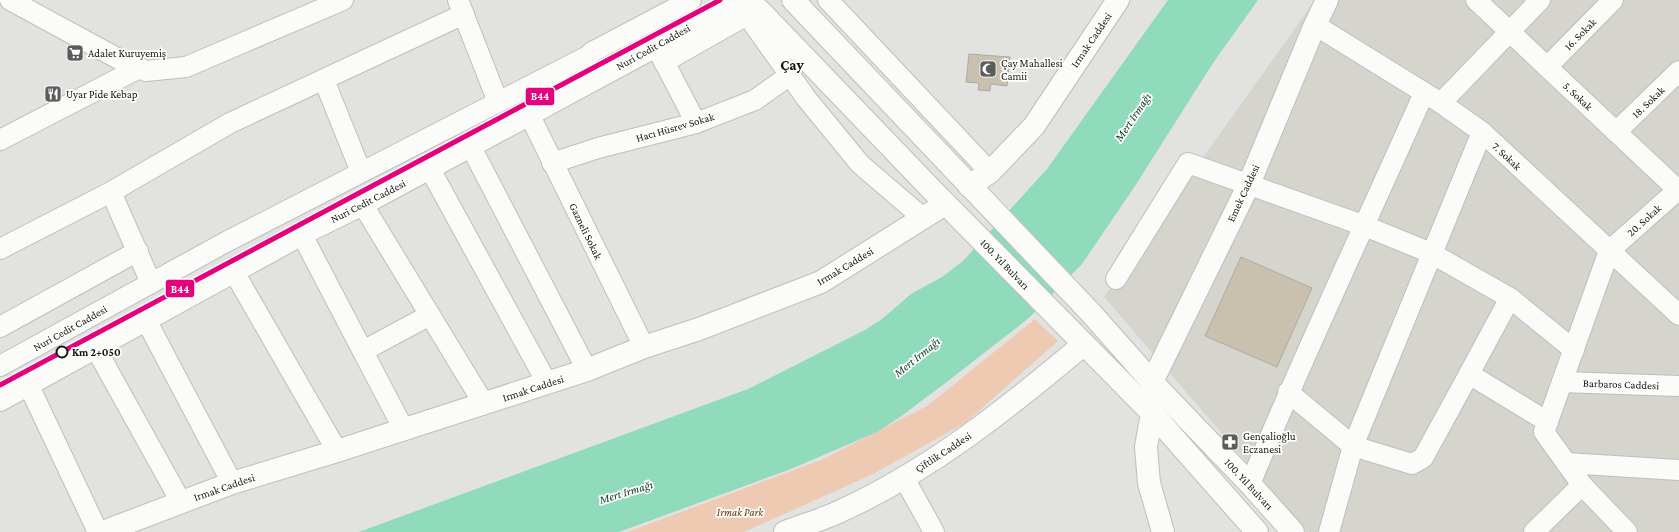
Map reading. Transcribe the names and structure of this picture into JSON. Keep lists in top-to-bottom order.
{
  "streets": {
    "main road": [
      "Irmak Caddesi",
      "Emek Caddesi",
      "100. Yıl Bulvarı",
      "Çiftlik Caddesi"
    ],
    "street": [
      "16. Sokak",
      "Nuri Cedit Caddesi",
      "5. Sokak",
      "18. Sokak",
      "Hacı Hüsrev Sokak",
      "7. Sokak",
      "20. Sokak",
      "Gazneli Sokak",
      "Barbaros Caddesi"
    ]
  },
  "crossings": [
    ["16. Sokak", "5. Sokak"],
    ["Irmak Caddesi", "Gazneli Sokak"],
    ["Irmak Caddesi", "100. Yıl Bulvarı"],
    ["Nuri Cedit Caddesi", "Gazneli Sokak"],
    ["5. Sokak", "18. Sokak"],
    ["5. Sokak", "20. Sokak"],
    ["Hacı Hüsrev Sokak", "Gazneli Sokak"],
    ["7. Sokak", "Emek Caddesi"],
    ["7. Sokak", "20. Sokak"],
    ["Emek Caddesi", "100. Yıl Bulvarı"],
    ["100. Yıl Bulvarı", "Çiftlik Caddesi"]
  ],
  "districts": ["Çay"],
  "water": ["Mert Irmağı"],
  "parks": ["Irmak Park"],
  "places": {
    "supermarket": ["Adalet Kuruyemiş"],
    "mosque": ["Çay Mahallesi Camii"],
    "restaurant": ["Uyar Pide Kebap"],
    "other": ["Km 2+050"],
    "pharmacy": ["Gençalioğlu Eczanesi"]
  },
  "lines": ["transit line B44"]
}
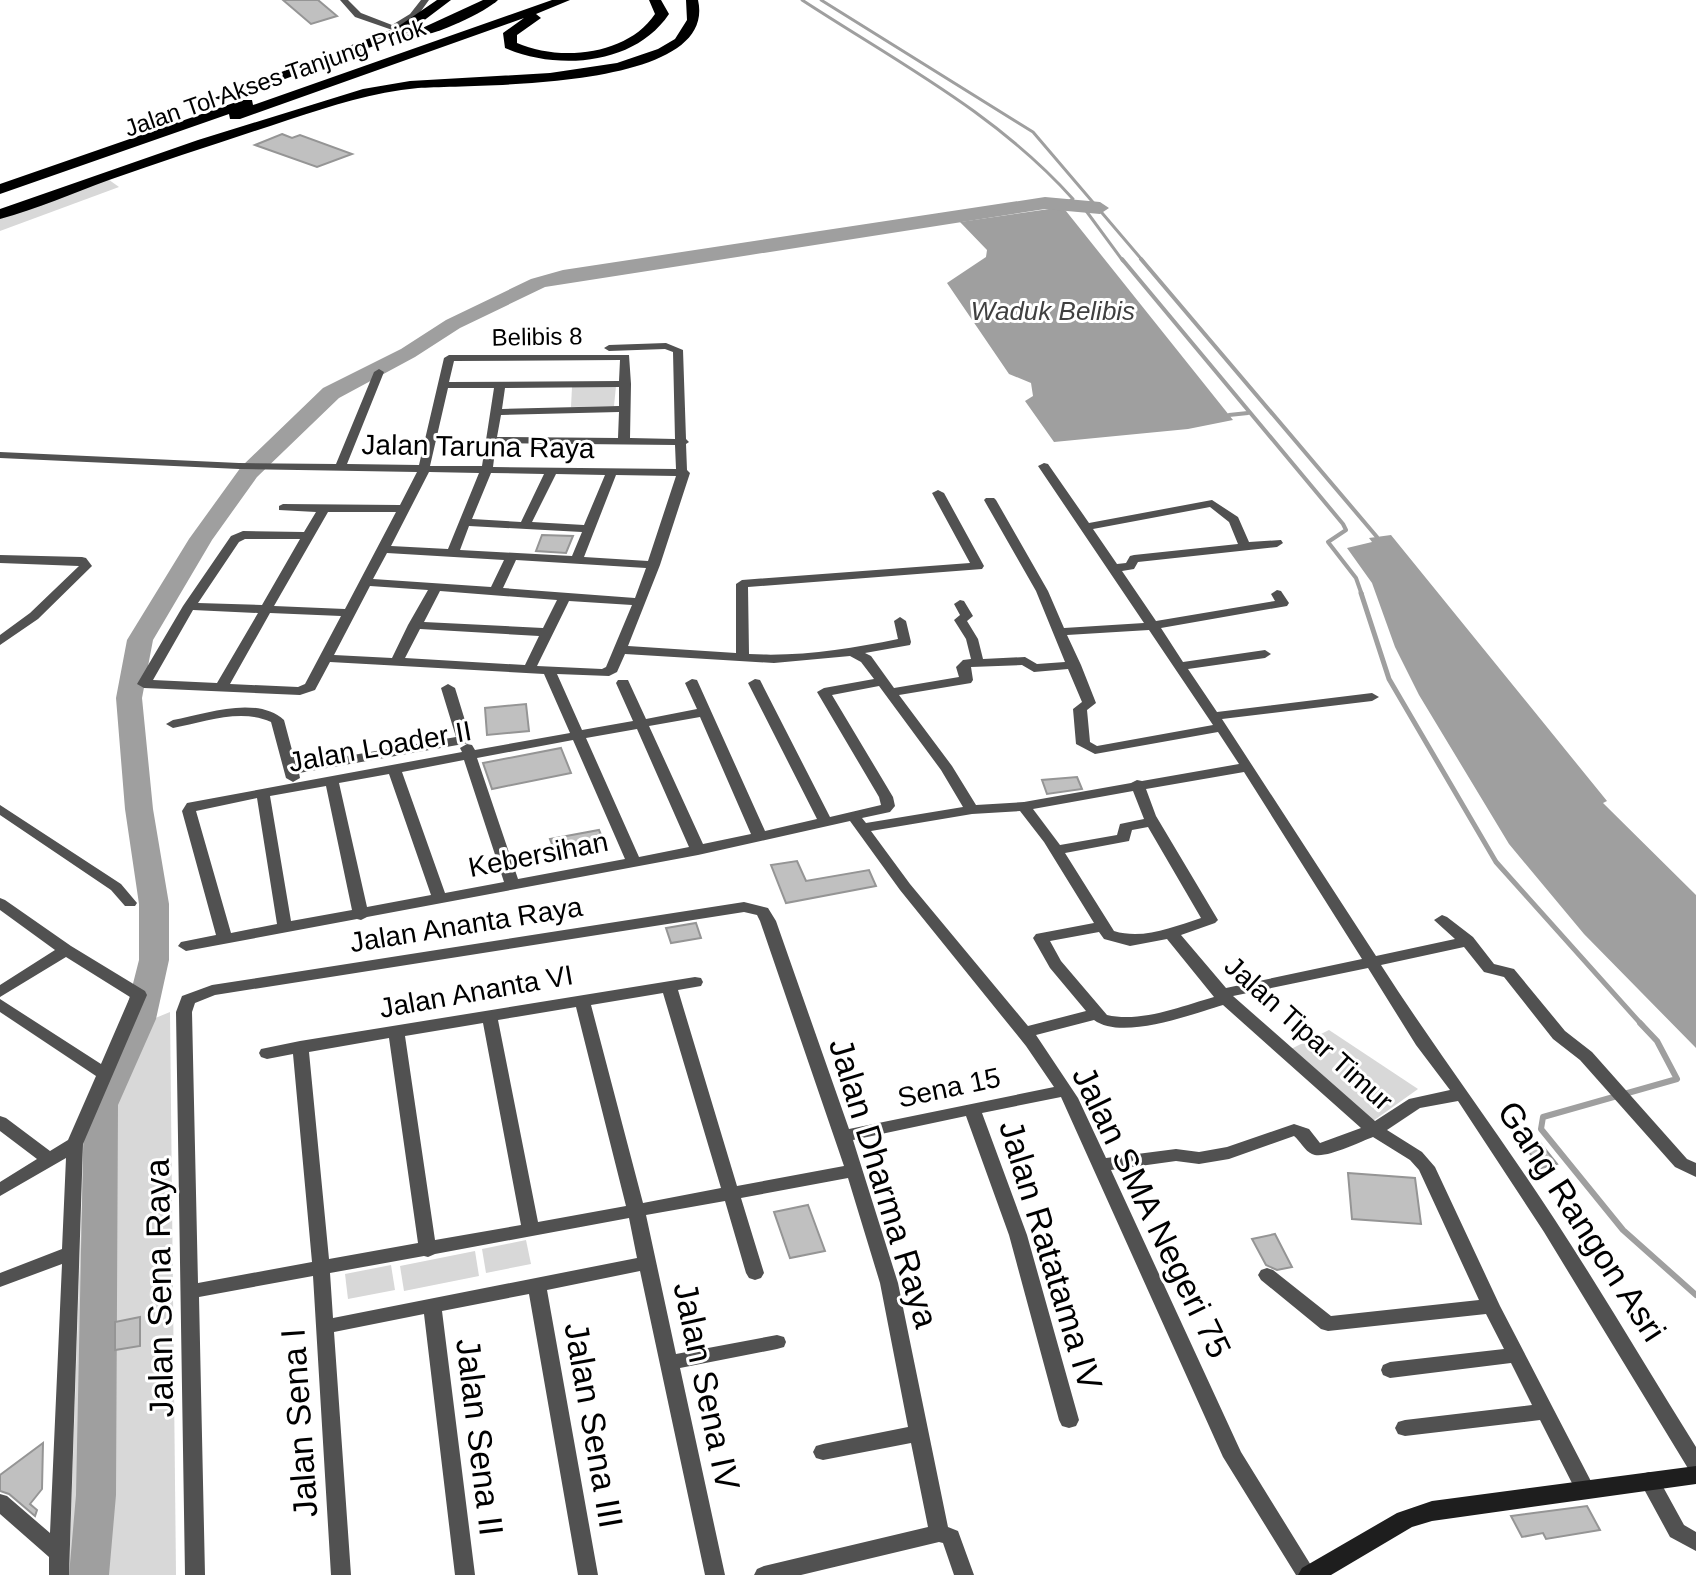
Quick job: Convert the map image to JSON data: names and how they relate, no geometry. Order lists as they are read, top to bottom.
{
  "streets": {
    "highway": ["Jalan Tol Akses Tanjung Priok"],
    "street": [
      "Belibis 8",
      "Jalan Taruna Raya",
      "Jalan Loader II",
      "Kebersihan",
      "Jalan Ananta Raya",
      "Jalan Ananta VI",
      "Jalan Tipar Timur",
      "Sena 15",
      "Jalan Dharma Raya",
      "Jalan SMA Negeri 75",
      "Gang Rangon Asri",
      "Jalan Ratatama IV",
      "Jalan Sena Raya",
      "Jalan Sena IV",
      "Jalan Sena I",
      "Jalan Sena III",
      "Jalan Sena II"
    ]
  },
  "crossings": [
    ["Jalan Loader II", "Kebersihan"],
    ["Kebersihan", "Jalan SMA Negeri 75"],
    ["Jalan Ananta Raya", "Jalan Dharma Raya"],
    ["Jalan Ananta Raya", "Jalan Sena Raya"],
    ["Jalan Ananta VI", "Jalan Sena IV"],
    ["Jalan Ananta VI", "Jalan Sena I"],
    ["Sena 15", "Jalan Dharma Raya"],
    ["Sena 15", "Jalan SMA Negeri 75"],
    ["Sena 15", "Jalan Ratatama IV"]
  ],
  "water": ["Waduk Belibis"]
}
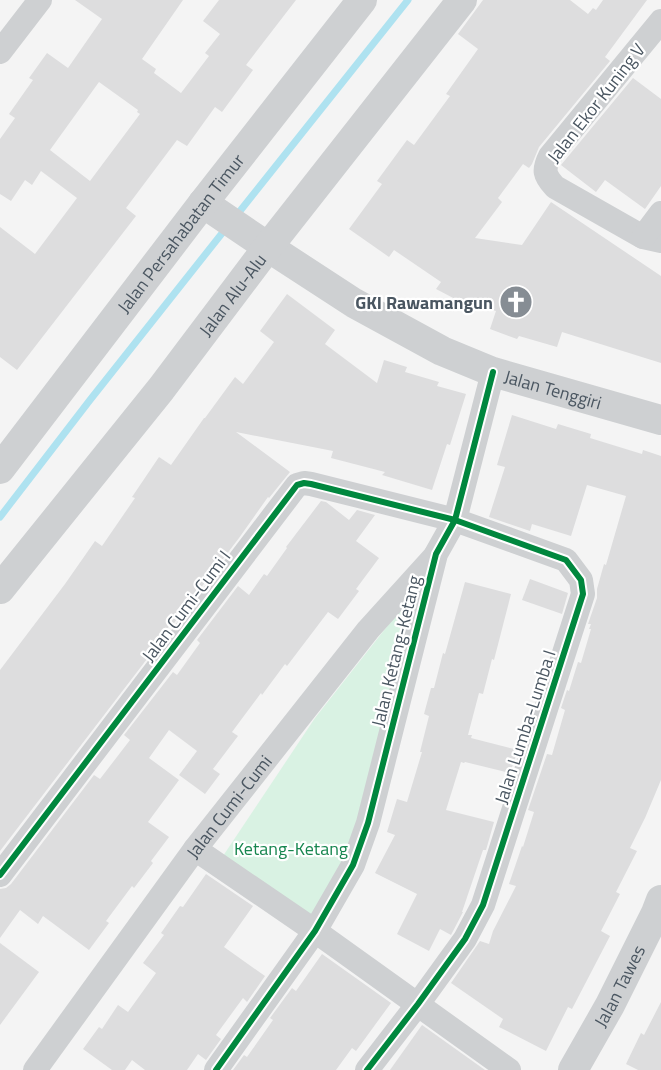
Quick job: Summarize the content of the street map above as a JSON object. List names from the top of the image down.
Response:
{
  "streets": {
    "street": [
      "Jalan Ekor Kuning V",
      "Jalan Persahabatan Timur",
      "Jalan Alu-Alu",
      "Jalan Tenggiri",
      "Jalan Cumi-Cumi I",
      "Jalan Ketang-Ketang",
      "Jalan Lumba-Lumba I",
      "Jalan Cumi-Cumi",
      "Jalan Tawes"
    ]
  },
  "crossings": [
    ["Jalan Persahabatan Timur", "Jalan Tenggiri"],
    ["Jalan Alu-Alu", "Jalan Tenggiri"],
    ["Jalan Tenggiri", "Jalan Ketang-Ketang"],
    ["Jalan Cumi-Cumi I", "Jalan Ketang-Ketang"],
    ["Jalan Cumi-Cumi I", "Jalan Lumba-Lumba I"],
    ["Jalan Ketang-Ketang", "Jalan Lumba-Lumba I"],
    ["Jalan Ketang-Ketang", "Jalan Cumi-Cumi"]
  ],
  "parks": ["Ketang-Ketang"],
  "places": {
    "church": ["GKI Rawamangun"]
  }
}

TO DO:
Working through the records above, copy each line in which "names" is found.

YOUR SOLUTION:
Map reading. Transcribe the names and structure of this picture into JSON. Keep lists in top-to-bottom order.
Quick job: Convert the map image to JSON data: names and how they relate, no geometry. Order lists as they are read, top to bottom.
Quick job: Summarize the content of the street map above as a JSON object. List names from the top of the image down.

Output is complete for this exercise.